1f2f - thank you i did not realize that the star wont grow much if any larger.... its still very cool though and i am always happy with new and interesting life in my tank. in particular life i did not know was there... although i must admit it is a bit frustrating to find things and see things that i can not identify and that are so brief that i am unable to take pix of to try searching them out LOL... for example i have these tube like creatures that poke out of the rock at night (and sometimes during the day) that don't ever fully leave the rock and i can not tell what they are.. or that in one spot under my original piece of LR i get little piles of detritus and then the next day they are gone (good CUC!!!!) or that at times i can see the drop of this but can not see the creature (perhaps the worms??) but man it is cool....

Aunt Kymmie- thank you for sharing in my enthusiasm!!!!! i love when i can spark a positive emotion in others.. (usually i just get them angry LOL)..... the photo shoot last night went well now we are just organizing the pix in an order that flows and deciding what parts to leave or cut.... i think that it would be helpful to include most of this journey in the log as this will show other new folks that it is possible to have this adventure... i am still so new to SW yet i have learned more in the last 4 weeks with this tank than over the last year or so with my FW ones!!!!!!! i love that i learn more by the hour (literally) and that this project is an on going learning and growing process.... i have plans to expand this tank already but as i am in such a good spot right now i don't feel pressure to make it happen NOW and that is great.. i can finally slow down and learn and grow WITH my project..... man listen to me i could go on for days LOLLOLOLOLOLO.... 

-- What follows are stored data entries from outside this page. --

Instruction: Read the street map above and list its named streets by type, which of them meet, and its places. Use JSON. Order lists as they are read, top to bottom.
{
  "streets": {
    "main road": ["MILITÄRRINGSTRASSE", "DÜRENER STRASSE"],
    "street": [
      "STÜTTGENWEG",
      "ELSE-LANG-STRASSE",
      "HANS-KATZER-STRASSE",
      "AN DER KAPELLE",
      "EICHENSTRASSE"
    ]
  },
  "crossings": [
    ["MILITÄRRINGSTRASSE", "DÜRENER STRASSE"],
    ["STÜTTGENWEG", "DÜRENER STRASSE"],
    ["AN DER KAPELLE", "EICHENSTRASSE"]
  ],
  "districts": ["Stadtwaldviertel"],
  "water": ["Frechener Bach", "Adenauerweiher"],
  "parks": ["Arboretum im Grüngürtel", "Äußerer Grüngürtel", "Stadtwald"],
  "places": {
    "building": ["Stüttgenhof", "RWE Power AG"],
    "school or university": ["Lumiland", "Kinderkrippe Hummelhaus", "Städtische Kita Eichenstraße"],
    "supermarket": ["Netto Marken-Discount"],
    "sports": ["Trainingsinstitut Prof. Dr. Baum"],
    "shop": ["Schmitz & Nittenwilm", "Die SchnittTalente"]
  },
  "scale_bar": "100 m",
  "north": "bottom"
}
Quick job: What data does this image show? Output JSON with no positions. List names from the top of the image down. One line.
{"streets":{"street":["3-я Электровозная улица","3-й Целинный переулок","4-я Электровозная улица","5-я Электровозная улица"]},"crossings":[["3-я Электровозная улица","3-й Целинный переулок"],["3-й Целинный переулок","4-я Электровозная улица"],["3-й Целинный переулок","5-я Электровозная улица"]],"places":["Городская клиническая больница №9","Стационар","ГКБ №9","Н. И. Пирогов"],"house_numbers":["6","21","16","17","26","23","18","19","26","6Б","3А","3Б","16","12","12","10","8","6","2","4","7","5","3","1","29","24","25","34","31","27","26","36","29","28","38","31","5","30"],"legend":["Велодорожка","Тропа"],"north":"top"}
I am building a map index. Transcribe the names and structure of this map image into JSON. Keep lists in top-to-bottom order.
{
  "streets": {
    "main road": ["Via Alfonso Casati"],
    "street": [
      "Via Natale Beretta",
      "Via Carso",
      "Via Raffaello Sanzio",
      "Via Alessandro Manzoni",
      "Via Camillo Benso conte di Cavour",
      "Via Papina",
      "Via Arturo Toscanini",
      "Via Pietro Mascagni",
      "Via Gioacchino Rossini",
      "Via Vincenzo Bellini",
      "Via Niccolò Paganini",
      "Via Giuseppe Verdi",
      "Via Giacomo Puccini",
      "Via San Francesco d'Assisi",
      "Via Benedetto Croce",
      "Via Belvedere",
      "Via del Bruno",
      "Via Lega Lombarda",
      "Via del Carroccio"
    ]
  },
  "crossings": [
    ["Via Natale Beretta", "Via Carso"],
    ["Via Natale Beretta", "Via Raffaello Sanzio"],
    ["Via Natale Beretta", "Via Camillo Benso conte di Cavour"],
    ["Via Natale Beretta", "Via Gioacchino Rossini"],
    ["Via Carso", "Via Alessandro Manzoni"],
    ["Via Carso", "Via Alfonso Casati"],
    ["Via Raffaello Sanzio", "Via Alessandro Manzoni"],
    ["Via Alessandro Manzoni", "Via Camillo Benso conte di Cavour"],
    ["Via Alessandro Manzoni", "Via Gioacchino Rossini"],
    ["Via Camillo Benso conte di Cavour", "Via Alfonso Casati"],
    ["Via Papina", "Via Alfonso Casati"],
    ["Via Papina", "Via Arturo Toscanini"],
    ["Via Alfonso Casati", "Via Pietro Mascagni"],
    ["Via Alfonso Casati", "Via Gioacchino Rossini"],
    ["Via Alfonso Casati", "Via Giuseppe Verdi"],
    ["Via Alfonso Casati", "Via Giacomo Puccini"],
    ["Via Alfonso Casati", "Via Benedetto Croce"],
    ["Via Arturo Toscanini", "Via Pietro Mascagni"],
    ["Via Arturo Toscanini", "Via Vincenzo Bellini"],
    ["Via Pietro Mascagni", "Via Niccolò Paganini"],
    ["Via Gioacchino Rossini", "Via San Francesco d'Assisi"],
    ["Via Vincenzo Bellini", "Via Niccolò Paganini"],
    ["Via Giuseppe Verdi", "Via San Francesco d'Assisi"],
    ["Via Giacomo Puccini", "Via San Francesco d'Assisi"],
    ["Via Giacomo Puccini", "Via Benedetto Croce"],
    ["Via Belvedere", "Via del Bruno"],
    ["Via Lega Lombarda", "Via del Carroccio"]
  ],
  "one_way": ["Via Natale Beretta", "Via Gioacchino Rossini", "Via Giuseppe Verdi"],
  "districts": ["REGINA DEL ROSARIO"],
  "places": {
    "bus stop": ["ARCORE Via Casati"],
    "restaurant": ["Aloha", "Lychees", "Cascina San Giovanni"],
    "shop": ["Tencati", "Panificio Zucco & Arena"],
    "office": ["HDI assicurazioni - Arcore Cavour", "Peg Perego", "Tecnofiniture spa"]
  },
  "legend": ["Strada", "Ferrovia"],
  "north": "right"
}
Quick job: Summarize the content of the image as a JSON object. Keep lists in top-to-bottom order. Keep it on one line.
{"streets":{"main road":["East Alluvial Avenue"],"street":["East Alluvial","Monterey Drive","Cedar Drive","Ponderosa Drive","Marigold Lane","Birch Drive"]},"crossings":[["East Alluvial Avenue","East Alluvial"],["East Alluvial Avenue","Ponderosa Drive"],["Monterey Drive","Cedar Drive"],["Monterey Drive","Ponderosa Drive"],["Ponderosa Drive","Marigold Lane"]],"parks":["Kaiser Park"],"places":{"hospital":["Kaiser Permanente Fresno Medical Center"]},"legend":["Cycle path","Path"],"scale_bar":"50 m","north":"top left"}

sorry to write so much but.... man.... wow ... i can not get enough....


----------



## Justina (May 2, 2010)

Bear,

Did you get the dry rock from a LFS or did you purchase it online.


----------



## bearwithfish (Sep 29, 2009)

LFS.. my guy specializes in salt water and when i went to get a piece of LR i saw this piece sitting by the holding tank and asked about it... he made me a really good deal on it and then i went home and broke it up LOL that was an adventure.... if you want the guys site pm me and i will send it to you.. he does ship....


----------



## bearwithfish (Sep 29, 2009)

pssssssst... i am getting some beautiful purple all over the rock in my tank!!!!!!!!1 i just noticed it as i was looking at the pic thread LOL.... i mean a saw it at home but for some reason it never really sank in til just now.. woohooo i so excited lol


----------



## Justina (May 2, 2010)

Check your PM Bear


----------



## bearwithfish (Sep 29, 2009)

unless you sent another that did not get through i responded to you on Wed... in the event that did not work... contact a mod to find out why... other wise i will try to find a way to get you my email addy


----------



## bearwithfish (Sep 29, 2009)

ok folks a little help is needed i think.. i recently got a big feather duster and a really nice brittle starfish (tip to tip he is like 5 inches or so and the body is about 1inch!!!!!!!!!) i got some great food for te tank that every one seems to enjoy and are doing well with.. i also now have a small air lift skimmer i got froma friend until i have my design perfected and working.... all seems well.. my rocks are turning a really cool mix of light and dark purples with some greens and small spots of red (its really dark almost purple)... again all seems well... i dont have pix ATM but here are the potential issues... i saw a rather large (1/4-1/2 in) slug? in my tank it was moving over the tube of my feather duster and onto the rocks fairly quickly it is sand color and has two feelers in the front.. any idea what this is?? also noted are a lot of little curly white things attatching to the rocks and the sponge that is on one of them... they look tubular and about 1/8th inch white semi to fully circular and dont appear to move... again any ideas as to what they could be?? thanks in advance i will look up any things you name and then reply...


----------



## onefish2fish (Jul 22, 2008)

the slug may have been a stomatella snail, which if it was, keep it they are good.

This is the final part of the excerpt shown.